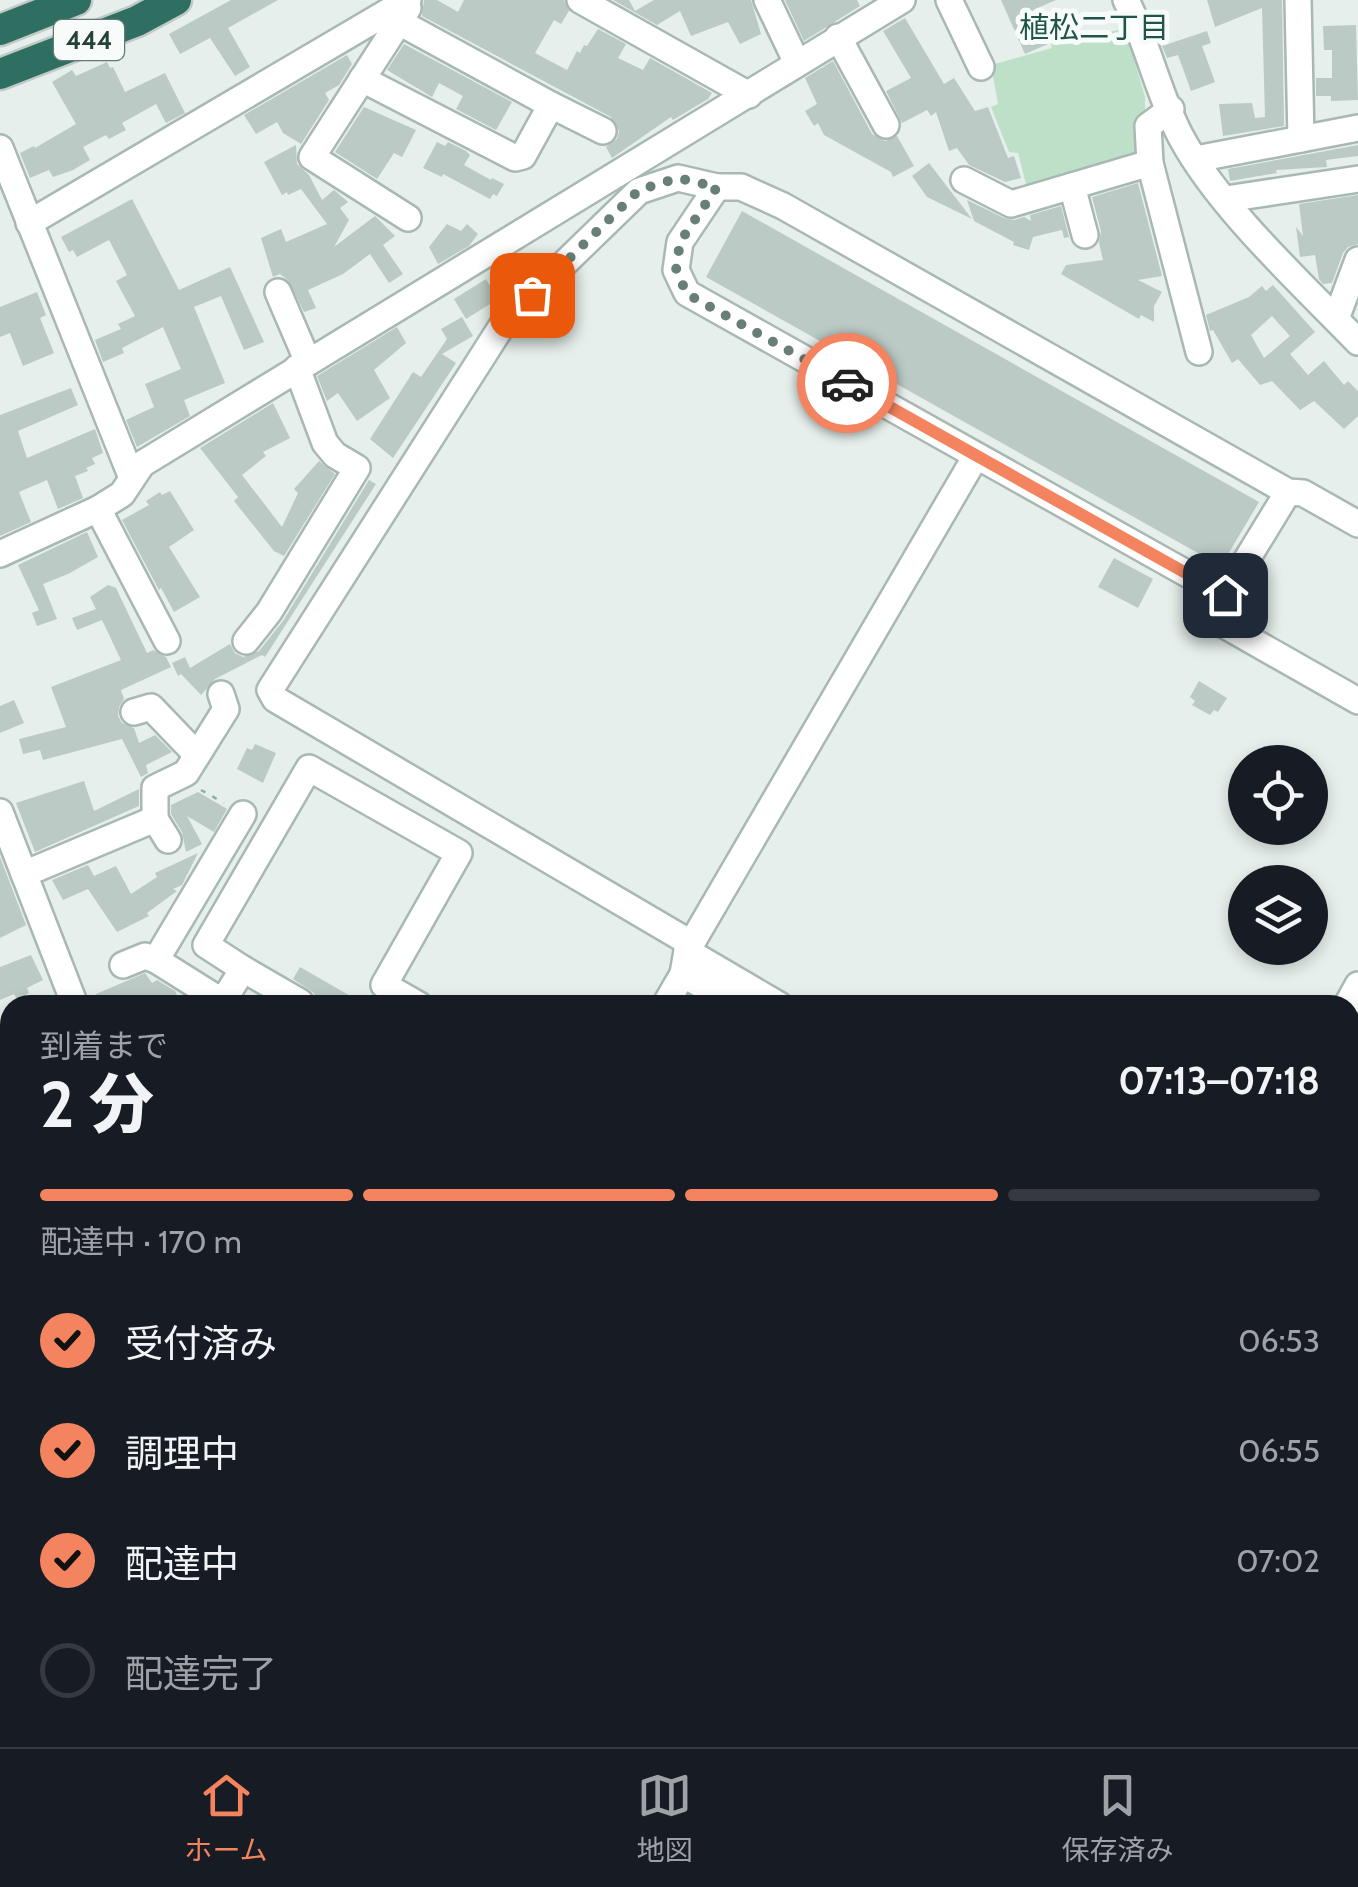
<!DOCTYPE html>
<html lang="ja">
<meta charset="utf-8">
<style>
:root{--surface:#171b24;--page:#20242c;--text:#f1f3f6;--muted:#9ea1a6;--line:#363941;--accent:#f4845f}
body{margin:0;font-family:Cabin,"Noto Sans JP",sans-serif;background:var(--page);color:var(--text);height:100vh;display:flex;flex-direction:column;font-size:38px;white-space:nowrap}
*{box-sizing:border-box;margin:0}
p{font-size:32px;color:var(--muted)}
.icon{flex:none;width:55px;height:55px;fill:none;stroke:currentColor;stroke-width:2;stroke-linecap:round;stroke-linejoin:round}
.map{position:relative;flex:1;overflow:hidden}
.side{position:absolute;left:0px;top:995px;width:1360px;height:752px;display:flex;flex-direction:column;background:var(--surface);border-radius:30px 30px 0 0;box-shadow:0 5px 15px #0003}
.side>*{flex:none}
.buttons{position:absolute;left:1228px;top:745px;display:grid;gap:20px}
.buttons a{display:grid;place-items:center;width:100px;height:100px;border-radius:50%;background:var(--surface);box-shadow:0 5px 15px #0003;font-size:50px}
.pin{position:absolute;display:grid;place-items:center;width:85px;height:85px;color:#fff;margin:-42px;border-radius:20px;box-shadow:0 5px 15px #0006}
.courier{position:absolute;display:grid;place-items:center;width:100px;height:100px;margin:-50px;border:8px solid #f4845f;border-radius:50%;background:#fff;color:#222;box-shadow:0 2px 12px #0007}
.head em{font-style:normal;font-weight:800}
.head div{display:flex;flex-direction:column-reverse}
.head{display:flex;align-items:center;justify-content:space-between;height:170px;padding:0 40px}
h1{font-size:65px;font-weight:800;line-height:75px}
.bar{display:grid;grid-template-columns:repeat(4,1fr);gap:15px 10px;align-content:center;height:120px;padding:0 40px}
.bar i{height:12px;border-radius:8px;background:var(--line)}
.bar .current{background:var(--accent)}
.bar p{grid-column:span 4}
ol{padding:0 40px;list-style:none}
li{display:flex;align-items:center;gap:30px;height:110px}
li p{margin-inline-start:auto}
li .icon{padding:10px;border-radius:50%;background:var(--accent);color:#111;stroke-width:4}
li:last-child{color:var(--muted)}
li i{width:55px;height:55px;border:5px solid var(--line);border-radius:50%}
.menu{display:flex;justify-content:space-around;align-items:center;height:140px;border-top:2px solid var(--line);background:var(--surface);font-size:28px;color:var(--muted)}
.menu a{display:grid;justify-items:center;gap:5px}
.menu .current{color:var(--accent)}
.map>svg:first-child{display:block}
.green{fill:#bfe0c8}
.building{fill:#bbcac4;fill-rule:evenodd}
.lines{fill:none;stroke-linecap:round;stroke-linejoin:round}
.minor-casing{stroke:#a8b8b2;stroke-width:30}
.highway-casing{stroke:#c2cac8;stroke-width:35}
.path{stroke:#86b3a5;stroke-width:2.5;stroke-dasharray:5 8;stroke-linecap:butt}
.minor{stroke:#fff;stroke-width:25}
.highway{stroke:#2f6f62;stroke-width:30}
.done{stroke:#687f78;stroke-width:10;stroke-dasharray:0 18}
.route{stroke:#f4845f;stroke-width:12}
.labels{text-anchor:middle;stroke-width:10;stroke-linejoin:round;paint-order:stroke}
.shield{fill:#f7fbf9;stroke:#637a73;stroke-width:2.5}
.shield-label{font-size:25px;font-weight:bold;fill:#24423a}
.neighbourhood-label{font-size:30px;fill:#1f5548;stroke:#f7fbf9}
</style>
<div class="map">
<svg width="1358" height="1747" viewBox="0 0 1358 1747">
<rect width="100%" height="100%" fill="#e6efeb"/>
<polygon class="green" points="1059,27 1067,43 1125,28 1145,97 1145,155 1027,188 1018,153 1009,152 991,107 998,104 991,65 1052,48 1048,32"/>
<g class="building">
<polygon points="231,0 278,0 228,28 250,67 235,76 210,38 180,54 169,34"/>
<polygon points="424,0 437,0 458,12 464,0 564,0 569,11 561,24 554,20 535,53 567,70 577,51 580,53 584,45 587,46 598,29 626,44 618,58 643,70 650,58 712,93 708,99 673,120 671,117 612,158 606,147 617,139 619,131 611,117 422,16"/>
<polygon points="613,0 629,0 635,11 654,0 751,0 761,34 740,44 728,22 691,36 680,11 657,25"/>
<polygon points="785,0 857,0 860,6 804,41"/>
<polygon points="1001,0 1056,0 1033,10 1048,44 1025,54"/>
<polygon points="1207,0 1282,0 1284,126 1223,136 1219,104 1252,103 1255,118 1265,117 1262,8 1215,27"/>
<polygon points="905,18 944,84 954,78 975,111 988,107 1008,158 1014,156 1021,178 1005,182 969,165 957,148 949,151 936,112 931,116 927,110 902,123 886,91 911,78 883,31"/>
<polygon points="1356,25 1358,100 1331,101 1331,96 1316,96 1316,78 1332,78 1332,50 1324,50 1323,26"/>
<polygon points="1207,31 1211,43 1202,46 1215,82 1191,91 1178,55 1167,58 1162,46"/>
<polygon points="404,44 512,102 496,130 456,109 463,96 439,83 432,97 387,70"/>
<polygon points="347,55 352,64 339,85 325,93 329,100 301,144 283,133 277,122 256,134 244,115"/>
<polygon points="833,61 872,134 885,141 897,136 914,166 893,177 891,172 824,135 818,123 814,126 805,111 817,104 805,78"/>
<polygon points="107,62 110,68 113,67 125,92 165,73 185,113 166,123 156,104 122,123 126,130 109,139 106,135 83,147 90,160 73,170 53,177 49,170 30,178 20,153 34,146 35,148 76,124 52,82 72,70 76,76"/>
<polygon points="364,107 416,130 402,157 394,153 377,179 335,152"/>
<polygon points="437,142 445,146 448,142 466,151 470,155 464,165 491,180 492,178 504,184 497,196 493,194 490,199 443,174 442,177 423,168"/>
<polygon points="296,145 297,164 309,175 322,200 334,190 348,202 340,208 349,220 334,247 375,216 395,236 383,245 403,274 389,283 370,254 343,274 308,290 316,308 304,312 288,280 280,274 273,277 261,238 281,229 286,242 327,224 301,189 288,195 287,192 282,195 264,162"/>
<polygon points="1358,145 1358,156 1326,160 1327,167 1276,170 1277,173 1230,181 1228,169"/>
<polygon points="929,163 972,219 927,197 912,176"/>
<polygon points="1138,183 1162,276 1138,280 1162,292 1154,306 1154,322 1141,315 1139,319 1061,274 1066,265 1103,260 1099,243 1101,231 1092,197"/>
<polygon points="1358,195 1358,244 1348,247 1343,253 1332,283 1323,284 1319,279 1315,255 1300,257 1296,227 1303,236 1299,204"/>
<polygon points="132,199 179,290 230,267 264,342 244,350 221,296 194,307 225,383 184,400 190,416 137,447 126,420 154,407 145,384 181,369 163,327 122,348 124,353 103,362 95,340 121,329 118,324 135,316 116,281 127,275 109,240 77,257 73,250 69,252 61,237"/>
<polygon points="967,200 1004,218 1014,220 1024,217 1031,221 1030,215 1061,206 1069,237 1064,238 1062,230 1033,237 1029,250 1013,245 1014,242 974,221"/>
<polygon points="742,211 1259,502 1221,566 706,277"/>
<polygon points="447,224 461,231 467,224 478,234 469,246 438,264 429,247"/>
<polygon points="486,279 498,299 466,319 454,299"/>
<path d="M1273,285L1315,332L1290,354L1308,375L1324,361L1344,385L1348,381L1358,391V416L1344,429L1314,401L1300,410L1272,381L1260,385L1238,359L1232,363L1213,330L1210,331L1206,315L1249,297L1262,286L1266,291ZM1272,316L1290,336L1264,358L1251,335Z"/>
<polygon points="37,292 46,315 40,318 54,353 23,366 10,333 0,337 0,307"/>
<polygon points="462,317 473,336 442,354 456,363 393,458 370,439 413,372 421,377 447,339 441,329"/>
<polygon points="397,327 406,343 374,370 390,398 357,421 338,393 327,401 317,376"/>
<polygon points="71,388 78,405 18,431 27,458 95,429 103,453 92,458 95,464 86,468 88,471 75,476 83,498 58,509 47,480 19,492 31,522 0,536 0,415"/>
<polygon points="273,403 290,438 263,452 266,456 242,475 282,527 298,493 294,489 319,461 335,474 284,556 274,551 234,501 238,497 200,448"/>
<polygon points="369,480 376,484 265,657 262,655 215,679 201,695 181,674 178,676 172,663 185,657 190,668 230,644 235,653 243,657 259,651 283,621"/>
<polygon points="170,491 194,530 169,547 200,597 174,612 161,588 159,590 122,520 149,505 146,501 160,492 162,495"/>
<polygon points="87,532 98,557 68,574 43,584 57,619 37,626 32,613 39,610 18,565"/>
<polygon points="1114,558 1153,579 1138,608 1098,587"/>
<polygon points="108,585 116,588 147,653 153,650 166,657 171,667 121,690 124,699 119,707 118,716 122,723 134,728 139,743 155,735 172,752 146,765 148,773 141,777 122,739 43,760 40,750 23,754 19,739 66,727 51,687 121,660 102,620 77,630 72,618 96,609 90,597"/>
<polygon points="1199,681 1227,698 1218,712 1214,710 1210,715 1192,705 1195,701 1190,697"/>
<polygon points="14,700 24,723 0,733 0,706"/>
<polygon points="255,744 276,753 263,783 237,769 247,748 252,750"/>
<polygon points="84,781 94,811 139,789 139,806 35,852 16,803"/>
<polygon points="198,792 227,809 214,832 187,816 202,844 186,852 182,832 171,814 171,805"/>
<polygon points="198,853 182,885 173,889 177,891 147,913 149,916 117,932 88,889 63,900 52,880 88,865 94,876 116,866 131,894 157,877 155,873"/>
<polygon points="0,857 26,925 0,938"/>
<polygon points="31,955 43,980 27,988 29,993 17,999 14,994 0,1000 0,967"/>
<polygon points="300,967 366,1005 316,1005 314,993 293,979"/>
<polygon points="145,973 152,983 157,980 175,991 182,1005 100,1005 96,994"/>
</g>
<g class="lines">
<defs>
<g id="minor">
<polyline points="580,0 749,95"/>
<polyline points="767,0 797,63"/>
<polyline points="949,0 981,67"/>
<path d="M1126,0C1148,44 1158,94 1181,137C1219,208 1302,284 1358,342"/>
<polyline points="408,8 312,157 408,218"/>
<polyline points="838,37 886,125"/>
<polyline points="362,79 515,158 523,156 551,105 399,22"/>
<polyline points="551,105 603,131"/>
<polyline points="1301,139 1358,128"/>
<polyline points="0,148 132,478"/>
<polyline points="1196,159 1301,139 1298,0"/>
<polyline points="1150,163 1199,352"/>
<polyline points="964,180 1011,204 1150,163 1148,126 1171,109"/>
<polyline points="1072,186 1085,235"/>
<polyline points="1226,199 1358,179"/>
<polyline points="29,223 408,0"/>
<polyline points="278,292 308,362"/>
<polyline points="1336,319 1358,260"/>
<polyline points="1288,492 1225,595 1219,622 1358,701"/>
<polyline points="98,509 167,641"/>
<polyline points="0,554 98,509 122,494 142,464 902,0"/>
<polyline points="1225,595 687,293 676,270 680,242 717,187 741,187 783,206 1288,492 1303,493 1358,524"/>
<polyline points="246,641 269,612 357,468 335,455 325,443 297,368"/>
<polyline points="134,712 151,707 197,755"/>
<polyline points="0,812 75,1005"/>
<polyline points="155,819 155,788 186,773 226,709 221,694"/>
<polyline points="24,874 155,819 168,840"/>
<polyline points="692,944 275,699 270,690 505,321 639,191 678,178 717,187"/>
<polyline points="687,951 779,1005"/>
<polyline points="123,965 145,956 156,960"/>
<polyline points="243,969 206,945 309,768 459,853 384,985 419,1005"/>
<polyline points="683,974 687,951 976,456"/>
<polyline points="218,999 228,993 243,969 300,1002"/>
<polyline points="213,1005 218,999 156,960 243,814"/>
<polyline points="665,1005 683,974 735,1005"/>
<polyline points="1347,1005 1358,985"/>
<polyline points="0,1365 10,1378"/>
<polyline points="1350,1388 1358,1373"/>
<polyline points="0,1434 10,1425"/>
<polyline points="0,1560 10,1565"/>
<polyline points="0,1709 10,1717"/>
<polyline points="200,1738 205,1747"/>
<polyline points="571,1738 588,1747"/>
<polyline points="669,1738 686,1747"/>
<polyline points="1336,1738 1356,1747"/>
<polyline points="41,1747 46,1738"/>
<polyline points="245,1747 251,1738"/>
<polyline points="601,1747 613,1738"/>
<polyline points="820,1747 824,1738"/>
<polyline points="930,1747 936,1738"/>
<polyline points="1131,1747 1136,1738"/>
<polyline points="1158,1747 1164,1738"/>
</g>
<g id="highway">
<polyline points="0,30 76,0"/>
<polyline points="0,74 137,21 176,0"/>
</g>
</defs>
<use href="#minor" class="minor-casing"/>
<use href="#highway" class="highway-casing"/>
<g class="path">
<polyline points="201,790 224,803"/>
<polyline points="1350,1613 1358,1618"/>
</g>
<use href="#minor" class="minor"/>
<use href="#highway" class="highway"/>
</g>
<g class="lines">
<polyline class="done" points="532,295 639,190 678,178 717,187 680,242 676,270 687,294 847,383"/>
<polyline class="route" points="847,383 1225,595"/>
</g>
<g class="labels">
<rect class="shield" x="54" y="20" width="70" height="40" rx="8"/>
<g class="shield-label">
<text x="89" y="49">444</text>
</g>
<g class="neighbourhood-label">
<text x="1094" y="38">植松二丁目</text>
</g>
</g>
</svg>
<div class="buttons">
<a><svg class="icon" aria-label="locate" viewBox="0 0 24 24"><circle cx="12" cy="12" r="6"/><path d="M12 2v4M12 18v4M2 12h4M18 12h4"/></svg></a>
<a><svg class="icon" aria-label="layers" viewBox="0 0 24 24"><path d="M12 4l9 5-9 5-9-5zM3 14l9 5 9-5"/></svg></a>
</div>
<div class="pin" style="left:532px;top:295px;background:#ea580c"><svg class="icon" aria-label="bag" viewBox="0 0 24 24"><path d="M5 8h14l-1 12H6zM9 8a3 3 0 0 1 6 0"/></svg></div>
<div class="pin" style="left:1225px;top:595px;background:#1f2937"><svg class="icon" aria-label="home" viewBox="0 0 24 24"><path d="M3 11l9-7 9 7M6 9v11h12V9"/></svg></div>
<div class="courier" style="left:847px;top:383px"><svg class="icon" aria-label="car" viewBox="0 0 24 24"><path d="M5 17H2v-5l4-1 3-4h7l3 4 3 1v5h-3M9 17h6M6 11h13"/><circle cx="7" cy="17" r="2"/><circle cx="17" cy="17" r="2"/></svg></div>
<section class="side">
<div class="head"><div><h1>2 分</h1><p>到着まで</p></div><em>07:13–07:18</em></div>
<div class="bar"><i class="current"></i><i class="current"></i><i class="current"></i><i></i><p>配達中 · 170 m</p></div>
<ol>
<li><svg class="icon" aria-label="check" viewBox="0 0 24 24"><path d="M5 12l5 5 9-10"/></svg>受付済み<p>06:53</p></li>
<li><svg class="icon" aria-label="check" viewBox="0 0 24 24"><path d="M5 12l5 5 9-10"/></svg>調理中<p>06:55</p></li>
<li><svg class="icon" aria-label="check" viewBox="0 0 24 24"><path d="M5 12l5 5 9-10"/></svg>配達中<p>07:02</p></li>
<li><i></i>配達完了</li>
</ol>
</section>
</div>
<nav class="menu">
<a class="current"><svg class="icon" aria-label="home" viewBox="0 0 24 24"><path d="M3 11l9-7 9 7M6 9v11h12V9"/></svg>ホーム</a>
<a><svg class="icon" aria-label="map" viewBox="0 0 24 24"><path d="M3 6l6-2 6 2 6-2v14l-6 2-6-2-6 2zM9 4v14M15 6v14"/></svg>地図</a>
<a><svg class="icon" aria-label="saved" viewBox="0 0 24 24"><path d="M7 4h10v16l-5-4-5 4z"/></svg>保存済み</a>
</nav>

* [PROBLEM]
Every line of the records above where the string "weight" is found should be copied.

* [RESPONSE AREA]
.head em{font-style:normal;font-weight:800}
h1{font-size:65px;font-weight:800;line-height:75px}
.shield-label{font-size:25px;font-weight:bold;fill:#24423a}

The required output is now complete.